**WHAT THIS TASK INVOLVES**
Your copy should hold exactly the lines from the beginning of the listing below through the line with "position:absolute; left:18px; bottom:15px;", without any pictures.

**PROVIDED DATA**
■ ■ ■ ■

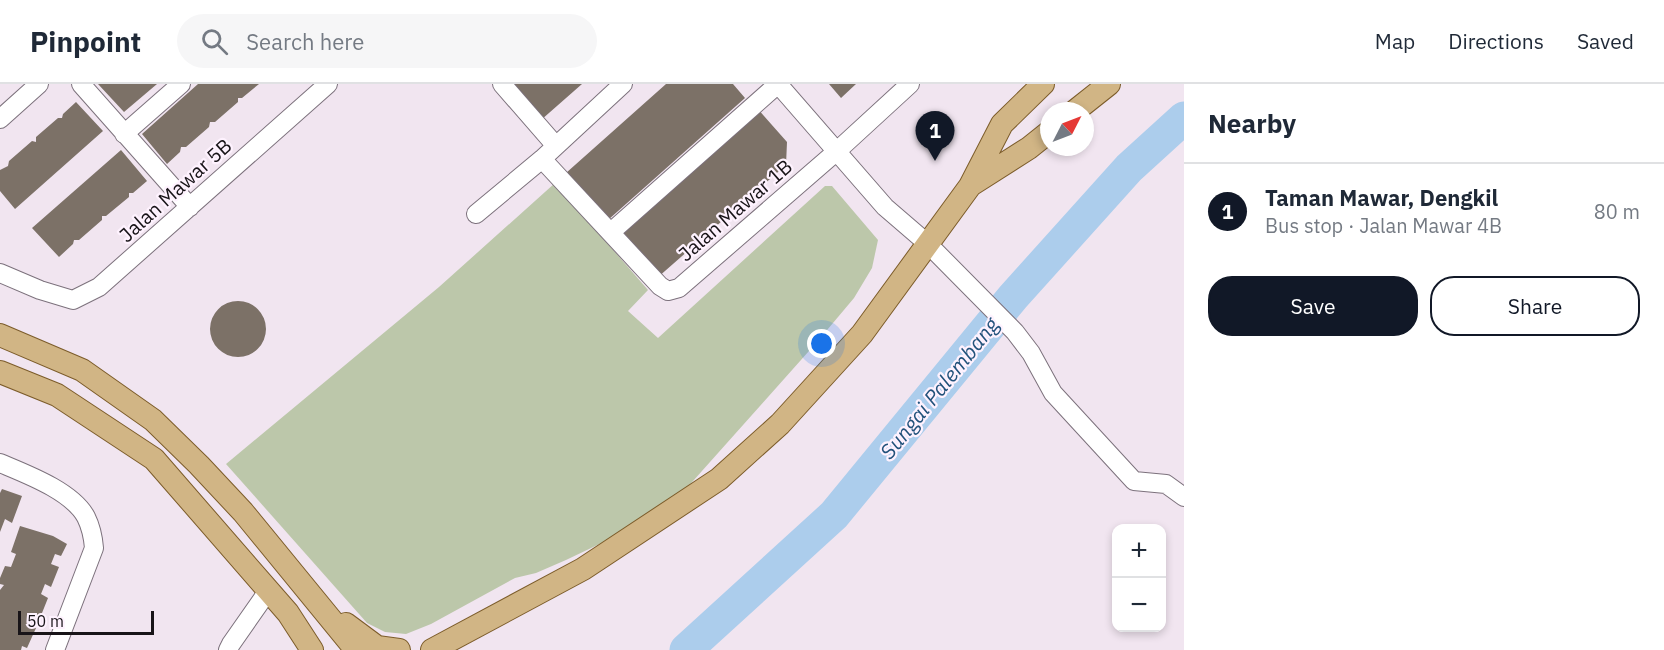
<!DOCTYPE html>
<html lang="en">
<head>
<meta charset="utf-8">
<style>
	body { margin:0; font-family:"IBM Plex Sans",sans-serif; background:#f6f6f7; color:#1f2937 }
	.controls { position:absolute; right:18px; bottom:18px; display:grid; overflow:hidden; border-radius:12px; box-shadow:0 3px 9px #0003 }
	.controls button { width:54px; height:54px; display:grid; place-items:center; padding:0; border:0; border-bottom:2px solid #e0e1e3; background:#fff; color:#1f2937; font:30px sans-serif }
	.compass { position:absolute; left:1040px; top:18px; width:54px; height:54px; border-radius:50%; background:#fff; box-shadow:0 3px 9px #0003; rotate:48deg }
	.scale { position:absolute; left:18px; bottom:15px; width:136px; box-sizing:border-box; padding-left:6px; border:3px solid #181418; border-top:0; font-size:16px; line-height:21px; white-space:nowrap; color:#181418; -webkit-text-stroke:4px #fef2fe; paint-order:stroke }
	.you { position:absolute; left:822px; top:260px; width:21px; height:21px; margin:-15px; border:4px solid #fff; border-radius:50%; background:#1a73e8; box-shadow:0 0 0 9px #1a73e833 }
	.badge { display:grid; place-items:center; width:39px; height:39px; border-radius:50%; background:#111827; color:#fff; font-size:20px; font-weight:700 }
	.pin { position:absolute; translate:-50% -50px; filter:drop-shadow(0 2px 3px #0008) }
	.pin::after { content:''; position:absolute; top:32px; width:21px; height:18px; background:inherit; clip-path:polygon(0 0,100% 0,50% 100%) }
	.list { margin:0; padding:0; list-style:none }
	h2 { display:flex; justify-content:space-between; align-items:center; height:78px; margin:0; padding:0 24px; font-size:26px }
	h2 small { font-size:20px; font-weight:400; color:#747a83 }
	.list li { display:grid; grid-template-columns:39px 1fr auto; gap:18px; align-items:center; box-sizing:border-box; height:96px; padding:0 24px; border-top:2px solid #e0e1e3 }
	.list b { display:block; font-size:22px; white-space:nowrap }
	.list p { margin:0; font-size:20px; white-space:nowrap; color:#747a83 }
	.list em { font-size:20px; font-style:normal; color:#747a83 }
	.actions { display:flex; gap:12px; padding:18px 24px }
	.actions a { flex:1; padding:14px 0; border:2px solid #111827; border-radius:24px; text-align:center; font-size:21px; color:#111827 }
	.actions .main { background:#111827; color:#fff }
	.icon { flex:none; width:33px; height:33px; fill:none; stroke:currentColor; stroke-width:2; stroke-linecap:round; stroke-linejoin:round }
	.map { position:relative; flex:none; width:1184px; height:566px; overflow:hidden }
	header { display:flex; align-items:center; gap:36px; box-sizing:border-box; height:84px; padding:0 30px; background:#fff; border-bottom:2px solid #e0e1e3 }
	header strong { font-size:28px }
	nav { display:flex; gap:33px; margin-inline-start:auto; font-size:21px }
	.search { width:420px; height:54px; background:#f6f6f7; display:flex; align-items:center; gap:15px; box-sizing:border-box; padding:0 21px; border-radius:33px; color:#747a83; font-size:22px }
	main { display:flex }
	aside { flex:1; background:#fff }
	.map>svg:first-child { display:block }
</style>
</head>
<body>
<header>
<strong>Pinpoint</strong>
<div class="search"><svg class="icon" aria-label="search" viewBox="0 0 24 24"><circle cx="10" cy="10" r="6"/><path d="M15 15l6 6"/></svg>Search here</div>
<nav><a>Map</a><a>Directions</a><a>Saved</a></nav>
</header>
<main>
<div class="map">
<svg width="1184" height="566" viewBox="0 0 1184 566">
	<rect width="100%" height="100%" fill="#f1e5f0"/>
	<path fill="#bcc7aa" d="M555,99l93,107 -20,21 30,27 167,-152h7l46,54 -6,28 -18,30 -37,44 -132,148 -75,49 -44,21 -30,13 -21,5 -84,46 -25,10 -21,-2 -18,-9 -141,-159 213,-177z"/>
	<g fill="none" stroke-linecap="round" stroke-linejoin="round">
		<path stroke="#accdec" stroke-width="33" d="M686,566l148,-135 179,-218 116,-129 55,-50"/>
	</g>
	<path fill="#7c7167" d="M98,0h59l-33,28z
		M198,0h61l-17,14h-4v4l-23,20h-5l-1,5 -23,20h-5l-1,5 -13,12 -25,-30z
		M509,0h73l-41,36z
		M666,0h67l12,14 -137,122 -42,-47z
		M829,0h27l-15,14z
		M76,18l27,29 -88,78 -15,-18v-21l8,-4 1,-5 23,-20 4,1v-5l22,-19h4l1,-4z
		M757,24l30,34 -1,23 -129,113 -41,-46z
		M121,66l26,31 -14,12h-4v4l-23,19h-4v4l-23,20h-5l-1,4 -14,13 -27,-29z
		M210 245a28 28 0 1 1 56 0a28 28 0 1 1-56 0Z
		M2,405l20,7 -10,27 -7,-4 -5,13v-39z
		M20,442l33,10 14,8 -6,12 -6,-2 -4,10 8,3 -8,20 -6,-3 -4,10 7,4 -10,25 -6,-3 -2,6 6,2 -9,20 -5,-2 -1,4h-21v-60l4,-5 -4,-1v-6l5,-12 6,1 5,-13 -5,-2z"/>
	<g fill="none" stroke-linecap="round" stroke-linejoin="round">
		<g stroke="#7c717c" stroke-width="20">
			<path id="minor" d="M81,0l109,123
				M502,0l54,62
				M778,0l107,123 43,37 87,88 16,21 22,40 81,88 32,3 18,13
				M0,35l39,-35
				M124,50l57,-50
				M542,75l118,127 8,5 11,-3 158,-137 73,-67
				M476,130l66,-55 81,-75
				M611,148l167,-148
				M0,189l40,17 33,10 26,-13 229,-203
				M0,379c26,11 72,28 86,54 5,10 7,19 8,31l-39,102
				M228,566l3,-6 37,-53"/>
		</g>
		<g stroke="#7c5c2a" stroke-width="24">
			<path id="major" d="M1075,27l34,-27
				M971,101l58,-37 20,-16
				M0,251l82,35 71,50 46,45 44,47 113,138
				M0,288l57,23 97,64 134,154 24,37
				M346,540l31,23 22,3
				M432,566l151,-81 136,-90 61,-55 82,-90 108,-148 32,-62 41,-40"/>
		</g>
		<use href="#minor" stroke="#fff" stroke-width="18"/>
		<use href="#major" stroke="#d1b585" stroke-width="22"/>
	</g>
	<g text-anchor="middle" dominant-baseline="central" stroke-width="4.5" stroke-linejoin="round" paint-order="stroke">
		<g font-size="20" fill="#181418" stroke="#fef2fe">
			<text transform="translate(175 106) rotate(-42)">Jalan Mawar 5B</text>
			<text transform="translate(735 126) rotate(-41)">Jalan Mawar 1B</text>
		</g>
		<g font-size="21" font-style="italic" fill="#22527b" stroke="#fef2fe">
			<text transform="translate(939 304) rotate(-51)">Sungai Palembang</text>
		</g>
	</g>
</svg>
<div class="controls">
<button>+</button>
<button>−</button>
</div>
<svg class="compass" viewBox="-18 -18 36 36"><path d="M0-13l5 13h-10z" fill="#e53935"/><path d="M0 13l5-13h-10z" fill="#747a83"/></svg>
<div class="scale">50 m</div>
<div class="you"></div>
<div class="pin badge" style="left:935px;top:77px">1</div>
</div>
<aside>
<h2>Nearby<small></small></h2>
<ul class="list">
<li><span class="badge">1</span><div><b>Taman Mawar, Dengkil</b><p>Bus stop · Jalan Mawar 4B</p></div><em>80 m</em></li>
</ul>
<div class="actions"><a class="main">Save</a><a>Share</a></div>
</aside>
</main>
</body>
</html>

■ ■ ■ ■

**ANSWER TO THIS TASK**
<!DOCTYPE html>
<html lang="en">
<head>
<meta charset="utf-8">
<style>
	body { margin:0; font-family:"IBM Plex Sans",sans-serif; background:#f6f6f7; color:#1f2937 }
	.controls { position:absolute; right:18px; bottom:18px; display:grid; overflow:hidden; border-radius:12px; box-shadow:0 3px 9px #0003 }
	.controls button { width:54px; height:54px; display:grid; place-items:center; padding:0; border:0; border-bottom:2px solid #e0e1e3; background:#fff; color:#1f2937; font:30px sans-serif }
	.compass { position:absolute; left:1040px; top:18px; width:54px; height:54px; border-radius:50%; background:#fff; box-shadow:0 3px 9px #0003; rotate:48deg }
	.scale { position:absolute; left:18px; bottom:15px; width:136px; box-sizing:border-box; padding-left:6px; border:3px solid #181418; border-top:0; font-size:16px; line-height:21px; white-space:nowrap; color:#181418; -webkit-text-stroke:4px #fef2fe; paint-order:stroke }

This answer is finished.